• ACTIVITY: While reading through the material below, copy each line that holds the word "body".
.....
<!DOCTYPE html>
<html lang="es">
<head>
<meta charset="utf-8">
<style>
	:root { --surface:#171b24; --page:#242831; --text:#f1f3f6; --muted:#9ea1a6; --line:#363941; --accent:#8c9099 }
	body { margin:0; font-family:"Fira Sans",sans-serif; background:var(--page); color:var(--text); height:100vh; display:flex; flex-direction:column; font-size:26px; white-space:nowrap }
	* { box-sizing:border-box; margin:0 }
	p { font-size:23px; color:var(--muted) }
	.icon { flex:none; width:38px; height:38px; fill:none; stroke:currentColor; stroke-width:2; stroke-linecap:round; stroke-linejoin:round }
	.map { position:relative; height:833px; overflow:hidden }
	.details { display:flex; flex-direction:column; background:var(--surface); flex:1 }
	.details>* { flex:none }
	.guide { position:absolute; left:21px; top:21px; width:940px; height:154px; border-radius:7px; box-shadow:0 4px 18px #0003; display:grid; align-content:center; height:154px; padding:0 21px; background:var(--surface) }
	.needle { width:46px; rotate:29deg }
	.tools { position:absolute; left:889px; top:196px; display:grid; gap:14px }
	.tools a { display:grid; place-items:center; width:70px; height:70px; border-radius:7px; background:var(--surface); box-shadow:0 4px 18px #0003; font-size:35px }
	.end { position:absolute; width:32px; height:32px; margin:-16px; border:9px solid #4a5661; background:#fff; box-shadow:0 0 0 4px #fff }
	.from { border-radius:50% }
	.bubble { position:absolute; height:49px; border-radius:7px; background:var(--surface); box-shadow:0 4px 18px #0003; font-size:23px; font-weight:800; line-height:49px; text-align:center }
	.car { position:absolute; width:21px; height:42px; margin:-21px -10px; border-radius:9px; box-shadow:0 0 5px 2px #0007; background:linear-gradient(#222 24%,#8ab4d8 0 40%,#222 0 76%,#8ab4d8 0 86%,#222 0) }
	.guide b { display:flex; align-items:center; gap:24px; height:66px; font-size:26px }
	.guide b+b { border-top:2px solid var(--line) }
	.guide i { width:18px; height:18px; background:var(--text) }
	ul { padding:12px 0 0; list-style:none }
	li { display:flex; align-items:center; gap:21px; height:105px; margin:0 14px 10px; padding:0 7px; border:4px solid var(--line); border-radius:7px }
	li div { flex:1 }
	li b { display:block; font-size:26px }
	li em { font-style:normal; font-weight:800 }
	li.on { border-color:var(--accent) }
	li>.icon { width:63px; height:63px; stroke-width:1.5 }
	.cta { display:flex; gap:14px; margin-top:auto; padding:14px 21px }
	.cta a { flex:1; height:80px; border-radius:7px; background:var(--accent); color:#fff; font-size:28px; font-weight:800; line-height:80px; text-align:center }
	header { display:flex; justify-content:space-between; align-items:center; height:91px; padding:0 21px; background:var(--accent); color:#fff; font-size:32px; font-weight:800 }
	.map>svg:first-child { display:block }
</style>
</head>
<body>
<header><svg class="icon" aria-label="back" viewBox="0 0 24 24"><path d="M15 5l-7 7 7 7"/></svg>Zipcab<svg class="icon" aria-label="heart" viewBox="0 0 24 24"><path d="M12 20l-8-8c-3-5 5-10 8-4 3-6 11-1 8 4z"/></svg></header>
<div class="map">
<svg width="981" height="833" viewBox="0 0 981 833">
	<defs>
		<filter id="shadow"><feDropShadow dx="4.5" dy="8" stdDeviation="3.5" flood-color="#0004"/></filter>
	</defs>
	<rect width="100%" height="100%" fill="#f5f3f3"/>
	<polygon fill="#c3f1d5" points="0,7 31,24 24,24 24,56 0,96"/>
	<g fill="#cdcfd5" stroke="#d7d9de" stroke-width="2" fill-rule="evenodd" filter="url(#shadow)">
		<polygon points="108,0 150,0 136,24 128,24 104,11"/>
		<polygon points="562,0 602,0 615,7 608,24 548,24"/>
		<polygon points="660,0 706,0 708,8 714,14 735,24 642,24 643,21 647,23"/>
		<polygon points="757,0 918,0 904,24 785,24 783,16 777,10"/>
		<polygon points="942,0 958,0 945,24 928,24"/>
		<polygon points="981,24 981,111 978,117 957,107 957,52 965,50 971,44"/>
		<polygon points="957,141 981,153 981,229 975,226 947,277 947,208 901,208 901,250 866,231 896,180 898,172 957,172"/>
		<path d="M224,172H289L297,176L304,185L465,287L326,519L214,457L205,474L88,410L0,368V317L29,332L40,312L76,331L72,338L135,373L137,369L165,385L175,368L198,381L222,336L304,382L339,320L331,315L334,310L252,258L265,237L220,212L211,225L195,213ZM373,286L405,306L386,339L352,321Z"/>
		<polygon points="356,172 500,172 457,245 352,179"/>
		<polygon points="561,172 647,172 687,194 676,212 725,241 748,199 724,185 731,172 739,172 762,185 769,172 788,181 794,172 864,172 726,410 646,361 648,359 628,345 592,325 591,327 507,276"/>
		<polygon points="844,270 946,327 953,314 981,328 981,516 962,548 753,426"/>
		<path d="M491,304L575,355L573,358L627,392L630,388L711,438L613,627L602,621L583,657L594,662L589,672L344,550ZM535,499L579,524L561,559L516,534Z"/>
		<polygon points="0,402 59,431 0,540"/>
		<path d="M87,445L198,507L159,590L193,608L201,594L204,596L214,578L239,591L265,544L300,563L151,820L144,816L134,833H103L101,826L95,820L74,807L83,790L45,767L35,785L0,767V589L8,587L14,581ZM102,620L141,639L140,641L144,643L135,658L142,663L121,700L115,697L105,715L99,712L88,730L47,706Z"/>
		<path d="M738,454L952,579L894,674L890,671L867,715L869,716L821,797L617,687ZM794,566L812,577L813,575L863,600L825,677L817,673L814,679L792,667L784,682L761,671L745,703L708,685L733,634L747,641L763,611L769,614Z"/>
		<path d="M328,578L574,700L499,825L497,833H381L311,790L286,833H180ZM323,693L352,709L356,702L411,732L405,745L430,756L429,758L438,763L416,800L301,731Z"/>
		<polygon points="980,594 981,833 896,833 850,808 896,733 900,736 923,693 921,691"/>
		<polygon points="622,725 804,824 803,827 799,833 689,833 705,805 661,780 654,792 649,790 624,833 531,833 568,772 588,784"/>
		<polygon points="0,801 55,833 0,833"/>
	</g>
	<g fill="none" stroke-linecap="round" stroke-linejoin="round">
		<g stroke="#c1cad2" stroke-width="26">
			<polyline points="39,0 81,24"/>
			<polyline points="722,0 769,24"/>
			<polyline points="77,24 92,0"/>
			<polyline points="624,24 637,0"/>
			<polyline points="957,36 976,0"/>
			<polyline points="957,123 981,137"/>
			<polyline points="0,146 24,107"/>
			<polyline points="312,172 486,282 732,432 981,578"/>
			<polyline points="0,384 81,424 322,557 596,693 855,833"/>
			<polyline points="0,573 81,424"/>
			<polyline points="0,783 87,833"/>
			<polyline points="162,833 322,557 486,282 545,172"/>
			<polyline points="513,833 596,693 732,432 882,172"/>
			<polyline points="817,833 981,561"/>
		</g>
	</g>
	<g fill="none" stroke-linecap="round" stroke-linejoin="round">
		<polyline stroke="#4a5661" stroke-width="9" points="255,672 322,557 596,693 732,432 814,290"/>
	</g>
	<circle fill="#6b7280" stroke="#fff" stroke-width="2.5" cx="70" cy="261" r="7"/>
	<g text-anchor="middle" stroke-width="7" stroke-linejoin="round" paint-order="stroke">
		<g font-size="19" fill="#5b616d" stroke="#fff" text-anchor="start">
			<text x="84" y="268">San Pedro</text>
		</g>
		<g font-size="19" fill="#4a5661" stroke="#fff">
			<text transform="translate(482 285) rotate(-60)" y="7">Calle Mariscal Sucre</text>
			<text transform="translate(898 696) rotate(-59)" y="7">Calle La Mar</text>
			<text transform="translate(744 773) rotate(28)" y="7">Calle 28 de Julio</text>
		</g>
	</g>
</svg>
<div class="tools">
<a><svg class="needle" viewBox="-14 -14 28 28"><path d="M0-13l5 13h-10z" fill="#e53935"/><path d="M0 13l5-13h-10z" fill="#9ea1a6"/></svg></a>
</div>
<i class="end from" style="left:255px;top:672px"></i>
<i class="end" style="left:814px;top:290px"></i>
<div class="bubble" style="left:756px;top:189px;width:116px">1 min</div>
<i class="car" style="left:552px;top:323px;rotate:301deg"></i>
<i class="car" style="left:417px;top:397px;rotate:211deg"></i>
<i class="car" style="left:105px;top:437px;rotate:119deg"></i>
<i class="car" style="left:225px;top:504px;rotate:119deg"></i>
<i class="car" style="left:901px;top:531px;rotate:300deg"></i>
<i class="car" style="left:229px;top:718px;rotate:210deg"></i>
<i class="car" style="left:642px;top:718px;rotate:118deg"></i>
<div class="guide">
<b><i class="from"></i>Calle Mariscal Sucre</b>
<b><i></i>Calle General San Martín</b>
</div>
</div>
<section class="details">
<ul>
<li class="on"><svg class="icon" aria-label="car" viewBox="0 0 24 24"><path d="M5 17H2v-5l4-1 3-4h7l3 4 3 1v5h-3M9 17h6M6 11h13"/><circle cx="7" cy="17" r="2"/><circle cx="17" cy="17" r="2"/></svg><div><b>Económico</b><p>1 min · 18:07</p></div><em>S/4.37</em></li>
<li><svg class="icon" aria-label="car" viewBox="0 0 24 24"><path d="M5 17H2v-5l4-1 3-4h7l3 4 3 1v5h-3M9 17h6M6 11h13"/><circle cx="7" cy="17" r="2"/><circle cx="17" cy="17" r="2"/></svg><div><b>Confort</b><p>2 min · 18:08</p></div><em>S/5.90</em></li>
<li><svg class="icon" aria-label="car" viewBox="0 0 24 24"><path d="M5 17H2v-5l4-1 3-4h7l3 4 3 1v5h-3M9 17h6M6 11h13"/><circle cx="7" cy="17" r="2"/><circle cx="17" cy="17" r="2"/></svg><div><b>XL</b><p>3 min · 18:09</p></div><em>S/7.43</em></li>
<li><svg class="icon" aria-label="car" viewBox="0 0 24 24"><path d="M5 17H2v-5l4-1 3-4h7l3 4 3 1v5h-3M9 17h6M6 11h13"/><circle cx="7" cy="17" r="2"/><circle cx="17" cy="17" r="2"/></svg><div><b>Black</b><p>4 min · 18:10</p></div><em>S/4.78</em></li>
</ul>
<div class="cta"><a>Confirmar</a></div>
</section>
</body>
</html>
.....
• SOLUTION:
	body { margin:0; font-family:"Fira Sans",sans-serif; background:var(--page); color:var(--text); height:100vh; display:flex; flex-direction:column; font-size:26px; white-space:nowrap }
<body>
</body>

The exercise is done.